### [EXERCISE DETAILS]
Which lines of the data hold the word "padding"? Copy all of them.

### [Stored data]
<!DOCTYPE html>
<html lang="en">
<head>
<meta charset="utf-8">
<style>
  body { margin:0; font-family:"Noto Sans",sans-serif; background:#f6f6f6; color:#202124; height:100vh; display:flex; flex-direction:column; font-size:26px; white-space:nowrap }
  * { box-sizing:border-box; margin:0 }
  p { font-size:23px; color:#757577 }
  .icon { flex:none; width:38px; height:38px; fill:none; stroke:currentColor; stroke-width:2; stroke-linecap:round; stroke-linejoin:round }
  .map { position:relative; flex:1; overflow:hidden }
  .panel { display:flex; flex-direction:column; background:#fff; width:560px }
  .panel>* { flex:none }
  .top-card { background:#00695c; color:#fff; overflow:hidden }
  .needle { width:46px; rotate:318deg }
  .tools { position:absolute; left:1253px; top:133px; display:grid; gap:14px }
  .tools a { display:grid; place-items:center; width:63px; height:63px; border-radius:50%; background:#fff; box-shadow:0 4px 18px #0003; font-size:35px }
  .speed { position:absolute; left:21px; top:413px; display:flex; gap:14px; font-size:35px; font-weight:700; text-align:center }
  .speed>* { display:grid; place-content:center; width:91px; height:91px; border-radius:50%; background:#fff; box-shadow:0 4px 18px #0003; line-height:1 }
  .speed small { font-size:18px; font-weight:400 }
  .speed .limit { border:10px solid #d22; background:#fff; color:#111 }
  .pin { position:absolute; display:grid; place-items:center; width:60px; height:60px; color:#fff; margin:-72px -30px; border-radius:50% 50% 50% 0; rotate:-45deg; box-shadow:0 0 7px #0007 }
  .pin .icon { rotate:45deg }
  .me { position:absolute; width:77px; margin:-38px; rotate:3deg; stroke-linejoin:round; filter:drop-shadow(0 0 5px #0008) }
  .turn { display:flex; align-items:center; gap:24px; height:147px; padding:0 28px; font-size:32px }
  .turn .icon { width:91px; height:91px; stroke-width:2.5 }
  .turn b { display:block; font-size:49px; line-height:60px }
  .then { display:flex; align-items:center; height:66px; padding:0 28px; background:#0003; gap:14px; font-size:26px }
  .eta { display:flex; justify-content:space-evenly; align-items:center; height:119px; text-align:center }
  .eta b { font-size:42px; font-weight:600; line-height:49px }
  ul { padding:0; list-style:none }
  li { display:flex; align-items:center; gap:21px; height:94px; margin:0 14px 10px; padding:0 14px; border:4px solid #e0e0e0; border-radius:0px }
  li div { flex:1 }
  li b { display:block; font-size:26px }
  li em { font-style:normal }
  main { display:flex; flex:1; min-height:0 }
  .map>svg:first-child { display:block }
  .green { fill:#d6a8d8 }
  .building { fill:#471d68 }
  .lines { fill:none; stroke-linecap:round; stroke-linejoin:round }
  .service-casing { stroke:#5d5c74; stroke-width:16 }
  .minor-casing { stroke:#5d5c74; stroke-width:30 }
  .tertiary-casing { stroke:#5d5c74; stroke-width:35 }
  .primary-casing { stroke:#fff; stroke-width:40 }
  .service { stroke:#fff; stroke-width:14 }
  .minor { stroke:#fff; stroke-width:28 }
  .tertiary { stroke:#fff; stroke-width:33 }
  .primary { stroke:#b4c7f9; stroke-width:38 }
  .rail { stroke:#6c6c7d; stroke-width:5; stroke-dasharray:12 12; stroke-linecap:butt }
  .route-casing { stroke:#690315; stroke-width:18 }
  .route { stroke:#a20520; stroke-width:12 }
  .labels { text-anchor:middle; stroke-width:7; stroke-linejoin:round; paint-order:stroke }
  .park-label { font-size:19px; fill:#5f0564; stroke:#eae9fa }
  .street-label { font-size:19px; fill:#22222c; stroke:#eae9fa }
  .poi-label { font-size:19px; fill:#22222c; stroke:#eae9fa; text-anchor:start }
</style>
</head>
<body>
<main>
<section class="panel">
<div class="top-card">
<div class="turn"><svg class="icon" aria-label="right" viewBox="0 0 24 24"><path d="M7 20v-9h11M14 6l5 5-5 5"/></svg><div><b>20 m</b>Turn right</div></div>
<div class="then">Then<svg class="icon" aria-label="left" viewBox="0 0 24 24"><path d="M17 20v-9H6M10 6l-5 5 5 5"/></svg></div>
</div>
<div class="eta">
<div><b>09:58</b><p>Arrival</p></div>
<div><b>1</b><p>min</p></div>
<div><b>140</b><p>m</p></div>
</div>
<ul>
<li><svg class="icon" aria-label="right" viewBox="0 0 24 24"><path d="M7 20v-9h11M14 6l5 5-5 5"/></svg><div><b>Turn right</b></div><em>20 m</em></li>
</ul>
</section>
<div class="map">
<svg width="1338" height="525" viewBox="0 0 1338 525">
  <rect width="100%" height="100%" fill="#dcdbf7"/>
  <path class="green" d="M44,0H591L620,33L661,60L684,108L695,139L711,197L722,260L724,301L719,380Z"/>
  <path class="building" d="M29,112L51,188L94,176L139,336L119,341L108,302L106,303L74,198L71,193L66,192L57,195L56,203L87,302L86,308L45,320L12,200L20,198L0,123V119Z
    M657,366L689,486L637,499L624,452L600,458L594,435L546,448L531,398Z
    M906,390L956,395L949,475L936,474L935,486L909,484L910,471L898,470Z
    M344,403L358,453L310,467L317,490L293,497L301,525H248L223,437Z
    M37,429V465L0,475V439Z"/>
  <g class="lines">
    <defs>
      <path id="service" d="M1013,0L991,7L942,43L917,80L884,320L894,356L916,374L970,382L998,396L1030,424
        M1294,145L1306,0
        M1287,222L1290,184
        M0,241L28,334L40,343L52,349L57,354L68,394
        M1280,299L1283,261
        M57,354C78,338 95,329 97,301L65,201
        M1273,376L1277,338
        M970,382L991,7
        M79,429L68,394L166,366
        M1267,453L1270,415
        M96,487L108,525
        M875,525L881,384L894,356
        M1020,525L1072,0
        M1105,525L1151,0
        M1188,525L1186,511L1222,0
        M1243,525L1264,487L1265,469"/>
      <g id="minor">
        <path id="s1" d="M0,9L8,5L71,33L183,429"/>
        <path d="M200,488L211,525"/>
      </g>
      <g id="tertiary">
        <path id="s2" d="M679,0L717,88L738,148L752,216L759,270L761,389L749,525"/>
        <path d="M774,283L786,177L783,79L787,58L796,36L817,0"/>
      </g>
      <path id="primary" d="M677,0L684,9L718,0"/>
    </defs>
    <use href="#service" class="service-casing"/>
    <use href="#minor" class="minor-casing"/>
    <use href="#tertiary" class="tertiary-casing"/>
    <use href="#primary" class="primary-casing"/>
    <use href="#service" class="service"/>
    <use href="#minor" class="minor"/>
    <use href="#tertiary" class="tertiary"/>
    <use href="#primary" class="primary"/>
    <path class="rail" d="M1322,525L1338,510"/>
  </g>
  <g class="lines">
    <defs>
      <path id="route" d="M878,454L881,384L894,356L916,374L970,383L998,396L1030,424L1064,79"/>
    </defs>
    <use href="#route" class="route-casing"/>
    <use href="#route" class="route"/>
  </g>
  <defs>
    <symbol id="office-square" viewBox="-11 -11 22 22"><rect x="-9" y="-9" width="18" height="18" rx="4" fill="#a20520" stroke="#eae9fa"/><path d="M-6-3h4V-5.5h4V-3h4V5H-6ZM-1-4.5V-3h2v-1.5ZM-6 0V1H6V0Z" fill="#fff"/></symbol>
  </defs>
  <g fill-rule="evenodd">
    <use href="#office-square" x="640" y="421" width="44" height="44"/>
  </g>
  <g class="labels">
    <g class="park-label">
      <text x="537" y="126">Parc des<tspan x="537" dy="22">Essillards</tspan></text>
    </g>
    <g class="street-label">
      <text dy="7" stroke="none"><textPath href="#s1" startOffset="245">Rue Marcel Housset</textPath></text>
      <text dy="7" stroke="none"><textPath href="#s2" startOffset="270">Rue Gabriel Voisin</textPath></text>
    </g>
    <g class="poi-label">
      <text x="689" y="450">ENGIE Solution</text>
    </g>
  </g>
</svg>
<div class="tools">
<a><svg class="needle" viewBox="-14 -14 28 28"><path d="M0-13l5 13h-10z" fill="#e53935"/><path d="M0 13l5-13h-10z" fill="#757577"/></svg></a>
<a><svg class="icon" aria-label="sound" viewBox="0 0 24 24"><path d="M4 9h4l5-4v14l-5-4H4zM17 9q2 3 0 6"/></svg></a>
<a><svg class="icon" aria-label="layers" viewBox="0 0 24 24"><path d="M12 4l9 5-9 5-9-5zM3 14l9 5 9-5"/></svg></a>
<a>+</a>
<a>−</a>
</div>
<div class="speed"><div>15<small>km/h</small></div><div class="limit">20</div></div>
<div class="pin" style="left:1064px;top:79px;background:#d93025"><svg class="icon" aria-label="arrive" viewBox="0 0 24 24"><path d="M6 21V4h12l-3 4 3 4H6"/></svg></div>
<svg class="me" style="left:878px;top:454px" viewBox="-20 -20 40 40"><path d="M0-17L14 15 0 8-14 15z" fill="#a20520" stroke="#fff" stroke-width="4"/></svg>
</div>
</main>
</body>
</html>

### [WRITTEN ANSWER]
  .turn { display:flex; align-items:center; gap:24px; height:147px; padding:0 28px; font-size:32px }
  .then { display:flex; align-items:center; height:66px; padding:0 28px; background:#0003; gap:14px; font-size:26px }
  ul { padding:0; list-style:none }
  li { display:flex; align-items:center; gap:21px; height:94px; margin:0 14px 10px; padding:0 14px; border:4px solid #e0e0e0; border-radius:0px }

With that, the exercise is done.